Charles Rudin, thoracic oncology chief at Memorial Sloan Kettering Cancer Center and chief investigator on the rova-T trial, urged caution about survival numbers because of the small numbers in the trial.
“The median may not be the message,” Dr Rudin said. “There may be a subpopulation that has a greater [survival]. If you look at a milestone analysis, one year, or two years, it will be interesting to see how the data holds up.”
Investors, however, took a more short-term view and AbbVie shares were down 4% to $62.41 in early morning trading.
AbbVie has moved swiftly from a company with precious little oncology revenue to one that analysts believe will derive nearly a quarter of its sales from cancer treatment in 2022, moving it from 16th to eighth in market share. Two big transactions have marked this move: buying Pharmacyclics for $20bn to gain half of the economic benefit of Imbruvica, and the Stemcentrx purchase.
In both cases, investors have wondered whether AbbVie overpaid, though in the case of Pharmacyclics at least it acquired an immediate revenue stream forecast to reach $3.9bn in 2022. In the case of Stemcentrx, it hooked a very early-stage asset in a novel drug class that has yet to be proven in randomised study.

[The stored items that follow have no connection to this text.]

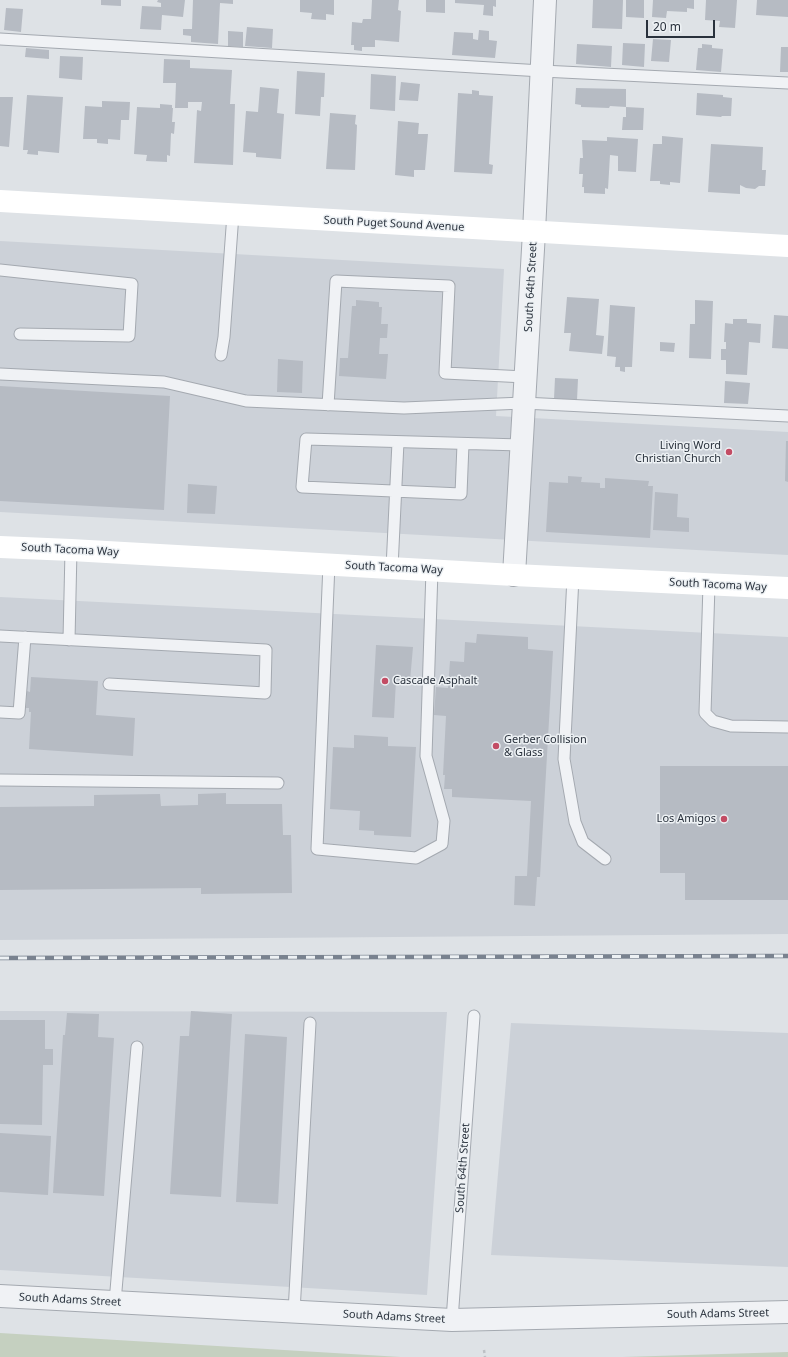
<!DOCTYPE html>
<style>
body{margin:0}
#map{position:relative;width:788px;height:1357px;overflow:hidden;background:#dee2e6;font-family:"Noto Sans",sans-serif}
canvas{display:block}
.scale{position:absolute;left:646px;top:20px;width:69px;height:18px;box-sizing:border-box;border:2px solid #29313c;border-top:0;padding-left:5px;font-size:12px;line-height:14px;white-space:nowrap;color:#29313c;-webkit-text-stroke:3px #edf1f4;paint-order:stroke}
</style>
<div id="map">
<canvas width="788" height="1357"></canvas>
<div class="scale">20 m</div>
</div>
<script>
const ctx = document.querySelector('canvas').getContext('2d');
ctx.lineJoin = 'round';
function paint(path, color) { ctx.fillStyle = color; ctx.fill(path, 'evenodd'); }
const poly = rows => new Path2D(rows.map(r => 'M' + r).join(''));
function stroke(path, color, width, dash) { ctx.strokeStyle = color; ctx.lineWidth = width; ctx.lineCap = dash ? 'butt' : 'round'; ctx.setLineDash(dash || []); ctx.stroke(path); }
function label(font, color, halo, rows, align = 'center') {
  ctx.font = font + ' "Noto Sans",sans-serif'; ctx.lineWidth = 3; ctx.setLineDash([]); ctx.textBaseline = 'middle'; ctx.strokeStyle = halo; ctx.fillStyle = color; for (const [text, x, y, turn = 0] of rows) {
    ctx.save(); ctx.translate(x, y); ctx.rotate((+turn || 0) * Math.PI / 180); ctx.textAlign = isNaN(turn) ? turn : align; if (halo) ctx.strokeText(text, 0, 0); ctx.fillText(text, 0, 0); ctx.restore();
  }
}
const built = poly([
 [0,241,504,269,496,416,788,432,788,555,0,512],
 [0,597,788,637,788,934,0,940],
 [0,1011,447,1012,427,1295,0,1270],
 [511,1023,788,1033,788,1267,491,1255]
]);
const green = poly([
 [0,1333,401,1357,0,1357],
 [788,1352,788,1357,622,1357]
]);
const building = poly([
 [101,0,121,0,121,6,101,5],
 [158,0,185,0,183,17,162,15,161,30,140,29,142,6,161,7,161,3,157,2],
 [193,0,233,0,233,4,220,3,218,44,191,42,191,36,183,35,183,29,192,29],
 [300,0,334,0,334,15,326,14,326,20,311,19,312,13,300,12],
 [372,0,399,0,398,10,401,11,399,42,375,40,375,47,362,47,362,51,354,50,354,45,351,45,352,22,362,23,363,19,371,19],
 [426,0,445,0,445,13,426,12],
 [455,0,496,0,496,7,493,6,493,16,483,15,484,5,455,3],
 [593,0,623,0,622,29,592,28],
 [626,0,644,0,644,18,626,17],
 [653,0,694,0,694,9,687,8,687,12,667,11,666,18,652,17],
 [706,0,737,0,735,28,719,27,720,21,705,20],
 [757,0,788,0,788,17,756,15],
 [6,8,23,9,21,32,4,30],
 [247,27,273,29,272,48,245,46],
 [479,30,489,31,489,40,497,41,495,58,452,55,454,32,473,33,473,39,478,40],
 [228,31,243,32,243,47,228,46],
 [653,39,671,40,669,62,651,61],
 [623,43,645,44,644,67,622,65],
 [577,44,612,46,611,67,576,64],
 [702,44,712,45,712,48,723,49,721,72,696,70,698,48,702,48],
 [781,47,788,47,788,72,780,72],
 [26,48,49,50,49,59,25,57],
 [60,56,83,57,82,80,59,78],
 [164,59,190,60,190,68,232,70,230,104,235,104,233,165,194,163,197,110,201,111,202,102,188,102,188,108,175,108,176,83,163,83],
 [297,71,325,73,324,97,321,97,320,116,295,114],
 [371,74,396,76,395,111,370,109],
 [401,82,420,84,418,101,399,100],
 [260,87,279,89,277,113,284,114,281,159,256,157,256,153,243,152,246,111,258,112],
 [576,88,626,89,626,107,610,106,609,108,581,107,581,105,575,104],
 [472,90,479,91,479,95,493,96,489,164,493,165,492,174,454,172,458,93,472,94],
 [697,93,723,95,723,97,732,98,731,116,722,116,721,117,696,115],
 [27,95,63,97,59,153,38,151,38,155,27,154,28,150,23,150],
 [0,97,13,97,9,147,0,146],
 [102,101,130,102,129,120,121,120,120,140,108,139,108,144,97,143,97,139,83,139,85,106,102,107],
 [160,104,172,105,172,108,173,108,172,122,175,122,174,134,171,133,170,156,167,155,167,162,146,161,147,155,134,154,137,107,160,108],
 [626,107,644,108,643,130,622,130,623,117,626,117],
 [330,113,356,115,355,124,357,125,355,170,326,169],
 [398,121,419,123,418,134,428,134,425,170,414,170,414,177,395,175],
 [662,136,683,138,680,183,670,182,670,185,660,184,660,181,650,181,653,144,662,144],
 [607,137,638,139,636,172,618,171,618,156,610,155,608,189,605,188,605,194,584,193,584,187,582,187,583,174,579,174,580,158,583,158,582,140,607,141],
 [711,144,763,147,762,170,766,170,765,186,759,186,755,189,746,188,740,185,740,194,708,192],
 [567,297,599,299,596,335,604,336,602,354,569,351,571,333,564,333],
 [356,300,379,302,379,307,382,307,381,324,388,324,387,338,380,338,379,354,388,354,386,379,339,376,340,358,348,358,352,306,356,306],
 [695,300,713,301,711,359,689,358,690,324,695,324],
 [610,305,635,307,632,367,625,367,625,372,620,371,620,367,615,367,616,357,607,356],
 [774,315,788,316,788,349,772,348],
 [733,319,747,319,747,323,761,324,760,343,749,342,747,375,726,374,726,360,721,360,721,349,726,349,726,342,724,342,725,323,733,324],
 [660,342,675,343,674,352,660,351],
 [278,359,303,361,302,393,277,392],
 [555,378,578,379,577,400,554,399],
 [725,381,750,383,748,404,724,403],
 [0,386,170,396,164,510,0,501],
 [786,441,788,441,788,482,785,481],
 [568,476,582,477,581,482,600,483,600,488,605,488,605,478,649,481,648,486,653,486,650,538,546,532,549,482,568,483],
 [188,484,217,486,215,514,187,513],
 [655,492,678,494,677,517,689,518,689,532,653,530],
 [477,634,528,637,528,649,553,651,540,877,537,877,535,906,514,905,515,876,527,876,531,801,452,797,452,789,444,789,445,775,443,775,446,716,434,715,436,687,448,688,450,661,464,662,465,642,476,643],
 [376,645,413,647,410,681,396,680,394,718,372,717],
 [31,677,98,681,96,715,135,718,133,756,29,749,31,712,29,712,29,708,26,708,27,691,30,692],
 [354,735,388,737,388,746,416,747,411,837,374,835,374,831,359,830,360,811,330,809,333,747,354,748],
 [660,766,788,766,788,900,685,900,685,873,660,873],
 [226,793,226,804,282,804,283,835,291,835,292,893,201,894,201,888,0,890,0,807,94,806,94,795,160,794,161,806,198,805,198,794],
 [191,1011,232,1014,221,1197,170,1194,180,1036,189,1036],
 [67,1013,99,1014,98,1037,114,1038,104,1196,53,1193,63,1035,65,1035],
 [0,1020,45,1020,45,1049,53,1049,53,1065,43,1065,42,1125,0,1124],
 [245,1034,287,1037,278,1204,236,1202],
 [0,1133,51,1136,48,1195,0,1192]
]);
const path = poly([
 [484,1350,485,1357]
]);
const lane = poly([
 [0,39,542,71,788,83],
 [0,270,132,284,129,336,20,334],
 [221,355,224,337,233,214],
 [0,374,164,382,246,401,404,408,523,403,788,416],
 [328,405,336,281,449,286,445,373,525,377],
 [463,444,461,494,302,487,306,439,521,445],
 [329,564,317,849,416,858,442,844,444,821,426,756,432,570],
 [392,568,398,442],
 [573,577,564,759,575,822,583,842,605,859],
 [709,585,705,713,713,721,731,726,788,727],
 [0,636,266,650,265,693,109,684],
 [69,640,71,550],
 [0,712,19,713,25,637],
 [0,780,278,783],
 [115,1302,137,1047],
 [294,1312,310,1023],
 [452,1320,474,1016]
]);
const street = poly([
 [514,575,534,232,545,0],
 [0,1296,452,1320,788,1312]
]);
const secondary = poly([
 [0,201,788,246],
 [0,547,71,550,514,575,788,588]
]);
const rail = poly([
 [0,958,788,956]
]);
const markers = [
 [729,452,4,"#c34c64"],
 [385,681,4,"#c34c64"],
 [496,746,4,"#c34c64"],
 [724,819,4,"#c34c64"]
];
const streetNames = [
 ["South Puget Sound Avenue",394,224,3],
 ["South 64th Street",531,287,-87],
 ["South Tacoma Way",70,550,3],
 ["South Tacoma Way",394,568,3],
 ["South Tacoma Way",718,585,3],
 ["South 64th Street",463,1168,-86],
 ["South Adams Street",70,1300,3],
 ["South Adams Street",718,1314,-1],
 ["South Adams Street",394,1317,3]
];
const poiNames = [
 ["Living Word",721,446],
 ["Christian Church",721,459],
 ["Cascade Asphalt",393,681,"left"],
 ["Gerber Collision",504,740,"left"],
 ["& Glass",504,753,"left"],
 ["Los Amigos",716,819]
];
paint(built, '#ccd1d8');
paint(green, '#c5d0c0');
paint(building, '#b6bbc3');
stroke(lane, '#a4a9b0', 13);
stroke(street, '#a4a9b0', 24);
stroke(path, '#bcc0c5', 2.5, [3, 3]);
stroke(lane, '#f0f2f5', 11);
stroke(street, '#f0f2f5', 22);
stroke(secondary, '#fff', 22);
stroke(rail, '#79828f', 4.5);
stroke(rail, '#edf1f4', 3, [9]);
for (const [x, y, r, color] of markers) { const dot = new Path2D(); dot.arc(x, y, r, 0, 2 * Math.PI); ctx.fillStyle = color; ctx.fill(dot); stroke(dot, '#edf1f4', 1.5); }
label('11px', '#29313c', '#edf1f4', streetNames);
label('11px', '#29313c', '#edf1f4', poiNames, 'right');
</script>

Unpartnered clinical-stage oncology products are rare enough, so $5.8bn was what it took to bring Stemcentrx in, regardless of whether it will be money well spent. Arguing in favour of the big payout is the lack of good alternative treatments and the fact that rova-T is a targeted therapy with a predictive biomarker, raising the chances of a positive result in at least the subgroup of high DLL3 expressers.
The early data gave little insight into whether this positive result will emerge. It is no surprise investors are wary.